Posted by All Done on August 8, 2004, at 11:35:49

If you have no desire to read this post, I completely understand. I feel I've been a pretty lousy Babbler and friend to many of you lately. I'm sorry for not being around much...

...but I can't stop crying. I've been home for about six weeks or so with my son, N. I've found a new job and I start tomorrow. It's a much better situation and pay than I was in before, but I don't want to go. How am I going to leave N again? It's tearing me apart. We've done so many nice things together in these few weeks and we've spent a ton of quiet time together, too.

How do I leave his beautiful smile?

The way he asks for and give me hugs all day long.

The way he asks questions about everything and learns so quickly.

The way he calls me LaurieMommy because no one should be allowed to have two names. Seriously, it’s very confusing.

His big, soulful blue eyes. Can a two year old have soulful eyes? I think he does.

The way he sits patiently in the shopping cart while I compare prices and every once in a while asks me for a hug.

The way he will jump into the pool and swim underwater into my arms 147 times before he gets tired.

The way he loves his Daddy.

His belly laugh.

The way he makes me feel like I matter...a lot.

The way he looks just like his Daddy.

The way he looks just like me.

The way I can’t read enough bedtime stories.

The way he makes my heart melt just thinking about him.

How do I leave this everyday? The pure joy he experiences and helps me to experience. This is killing me.

Is it bad that I'm making this all about me? I don't have any problem with daycare. In fact, in a perfect world, I would have him in daycare at least a couple of days a week because I think he thrives there. This time, it's all about me. *I* don't want to leave him. Plain and simple.

:(

Thanks for listening.

Laurie

 

Re: How do I leave him?

Posted by DaisyM on August 8, 2004, at 11:57:49

In reply to How do I leave him?, posted by All Done on August 8, 2004, at 11:35:49

I can feel your heart aching and it touches me. (I completely understand, one of my "babies" goes back to college on Friday and it is crushing.)

It is totally OK that this is all about you. It means your child is blessed with a mom who loves him completely...and loves being with him. Do you know how many parents I deal with that don't like being with their kids? Now that is sad.

Here is the really hard part of parenting. Doing what you have to, what is good for him (preschool) even when you don't want to. It is so much easier to do something hard when you are "mad" at them. But when things are going along smoothly...you have to force yourself.

And remember, no matter where he is, you are with him. He carries his mommy with him, soothing his hurts, saving things to tell you, always ready with a hug. Learning that the people who love you are coming back to get you is a huge gift to give him.
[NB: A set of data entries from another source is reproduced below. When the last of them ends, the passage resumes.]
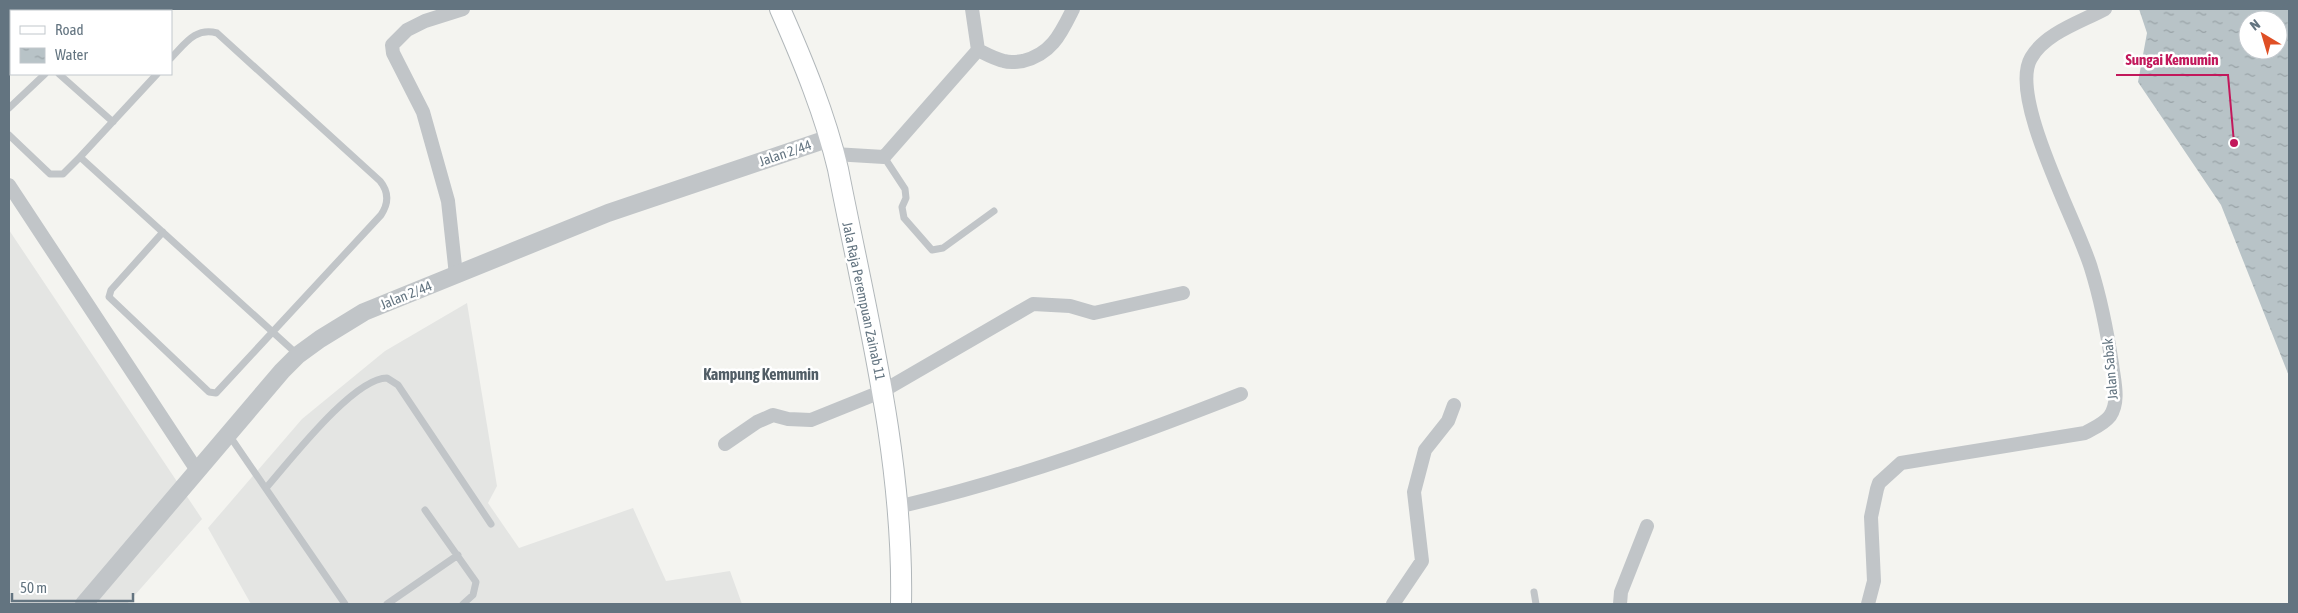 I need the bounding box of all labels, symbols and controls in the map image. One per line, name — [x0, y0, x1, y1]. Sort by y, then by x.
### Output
legend — [10, 10, 172, 75]
north arrow — [2238, 10, 2288, 60]
text: N — [2247, 16, 2263, 34]
text: Road — [55, 21, 84, 38]
callout: Sungai Kemumin — [2116, 45, 2228, 75]
text: Water — [55, 46, 88, 63]
text: Sungai Kemumin — [2126, 51, 2218, 68]
street label: Jalan 2/44 — [757, 136, 814, 169]
street label: Jala Raja Perempuan Zainab 11 — [839, 220, 889, 382]
street label: Jalan 2/44 — [378, 277, 435, 313]
street label: Jalan Sabak — [2099, 338, 2121, 400]
district label: Kampung Kemumin — [703, 365, 819, 383]
scale bar — [12, 570, 134, 602]
text: 50 m — [20, 579, 47, 596]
And it is totally OK to cry after you drop him off. I was so bad at the begining of each Fall about leaving my kids that they banned me from dropping them off at school. They had dad take them, because mom cries. :)

One of the best pieces of advice someone gave me was that when I get home from work each night, drop all my stuff and sit down with my kids. Allow some "re-bonding" time. Don't rush to start dinner, or do the mail, or whatever. Just sit. Kids will hang around, sit on your lap, whatever, for about 1/2 hour or so and then they will be more settled and you can go do those other things. This worked really well for me. I didn't stress out about them being under-foot and they didn't cling so hard trying to get my attention.
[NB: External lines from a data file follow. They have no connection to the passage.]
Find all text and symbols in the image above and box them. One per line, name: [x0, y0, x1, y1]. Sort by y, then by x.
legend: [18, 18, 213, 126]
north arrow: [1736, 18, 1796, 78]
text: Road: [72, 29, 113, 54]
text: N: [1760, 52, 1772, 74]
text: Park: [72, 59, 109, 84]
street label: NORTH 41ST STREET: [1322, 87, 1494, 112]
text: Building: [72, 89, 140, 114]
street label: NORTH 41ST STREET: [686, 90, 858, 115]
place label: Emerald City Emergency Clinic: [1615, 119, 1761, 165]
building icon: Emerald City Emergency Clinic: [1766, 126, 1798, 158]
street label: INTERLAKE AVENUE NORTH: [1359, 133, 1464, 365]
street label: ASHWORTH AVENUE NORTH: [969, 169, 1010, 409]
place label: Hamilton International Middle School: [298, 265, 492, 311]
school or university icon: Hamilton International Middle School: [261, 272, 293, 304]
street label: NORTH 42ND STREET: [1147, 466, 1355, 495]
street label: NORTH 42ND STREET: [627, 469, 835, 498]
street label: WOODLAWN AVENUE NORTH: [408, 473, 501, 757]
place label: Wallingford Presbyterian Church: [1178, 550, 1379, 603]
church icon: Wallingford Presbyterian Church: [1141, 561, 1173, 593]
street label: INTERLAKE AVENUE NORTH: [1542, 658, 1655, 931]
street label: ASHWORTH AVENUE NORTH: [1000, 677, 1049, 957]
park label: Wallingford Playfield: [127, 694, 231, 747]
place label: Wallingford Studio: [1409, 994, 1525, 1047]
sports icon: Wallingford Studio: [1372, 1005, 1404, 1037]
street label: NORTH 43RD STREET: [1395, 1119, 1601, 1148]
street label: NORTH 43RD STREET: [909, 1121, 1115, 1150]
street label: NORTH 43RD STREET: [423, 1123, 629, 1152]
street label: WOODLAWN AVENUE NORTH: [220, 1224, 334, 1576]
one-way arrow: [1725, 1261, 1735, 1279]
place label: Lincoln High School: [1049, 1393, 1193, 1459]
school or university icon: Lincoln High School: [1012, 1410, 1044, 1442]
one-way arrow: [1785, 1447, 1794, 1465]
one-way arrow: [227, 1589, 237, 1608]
He sounds like such a sweet little guy. Get a great picture to put on your new desk.

Oh, and, congrats on the new job!!

 

Re: How do I leave him? » All Done

Posted by antigua on August 8, 2004, at 12:07:23

In reply to How do I leave him?, posted by All Done on August 8, 2004, at 11:35:49

Oh, I really feel for you. I know how very hard this can be. You're probably right, though, it's you not wanting to leave him. I have three children and I've had to do this bunches of time and it always broke my heart on the first day.(To show you how bad I could make it be for me, my oldest started kindergarten and my baby daughter started daycare ON THE SAME DAY. Whatever possessed me to do that, I'll never know, but I didn't stop crying all day.)
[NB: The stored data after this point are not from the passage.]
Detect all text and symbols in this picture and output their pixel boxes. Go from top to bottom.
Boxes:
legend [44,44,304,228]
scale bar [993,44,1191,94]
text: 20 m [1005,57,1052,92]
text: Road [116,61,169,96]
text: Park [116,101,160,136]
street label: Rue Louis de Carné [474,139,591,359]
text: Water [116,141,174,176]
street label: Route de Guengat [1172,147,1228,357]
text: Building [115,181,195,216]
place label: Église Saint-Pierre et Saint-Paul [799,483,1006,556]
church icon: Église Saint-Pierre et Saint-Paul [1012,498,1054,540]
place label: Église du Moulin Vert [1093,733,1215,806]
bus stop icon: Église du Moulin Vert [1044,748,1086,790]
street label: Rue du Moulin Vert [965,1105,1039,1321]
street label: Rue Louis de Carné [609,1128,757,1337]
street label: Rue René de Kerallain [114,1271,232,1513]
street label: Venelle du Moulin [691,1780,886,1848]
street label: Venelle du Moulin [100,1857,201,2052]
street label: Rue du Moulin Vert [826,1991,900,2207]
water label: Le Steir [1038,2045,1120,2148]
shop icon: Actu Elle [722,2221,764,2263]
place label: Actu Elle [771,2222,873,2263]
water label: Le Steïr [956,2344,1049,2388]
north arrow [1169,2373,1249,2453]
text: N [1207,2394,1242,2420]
Then it got easier, and if it didn't I usually made different work arrangements so that I could either work from home some days, or I cut back to PT work.

For me it always triggered my abandonment issues.

He's your first (and maybe your only?) so just trust your heart. You will still be his favorite person in the whole wide world for years to come.
best,
antigua

 

Re: How do I leave him? » DaisyM

Posted by All Done on August 8, 2004, at 13:10:59

In reply to Re: How do I leave him?, posted by DaisyM on August 8, 2004, at 11:57:49

Thank you so much, Daisy. Sometimes I worry that I'm all alone feeling this way. I mean, I know other moms struggle with the same things, but sometimes I feel so unbelievably overwhelmed by my feelings that I guess I wonder how much of it is "normal".


>>It is totally OK that this is all about you. It means your child is blessed with a mom who loves him completely...and loves being with him.

>>And remember, no matter where he is, you are with him. He carries his mommy with him, soothing his hurts, saving things to tell you, always ready with a hug. Learning that the people who love you are coming back to get you is a huge gift to give him.

I will try my hardest to remember this, Daisy. The problem is, I guess I wonder if this is a hard lesson for him to be learning at his age. Should I be leaving at all? And then, the reason I have to leave is because of my financial irresponsibility in the past. It's not his fault.

Oh dear. I'm sorry. I guess I just won't let myself get out of my pity party at the moment.

Thank you for understanding what I'm feeling. And thanks for the congrats. I won't know for sure until tomorrow, but I do believe I've landed in a pretty good job.

Oh, btw, I watched my neighbor's cat while she was on vacation recently. When she came back she brought me an oven mitten and some kitchen towels as a thank you. They have a cute little kitty on them and her name is Daisy! Now, for sure I think of you everytime I bake. :)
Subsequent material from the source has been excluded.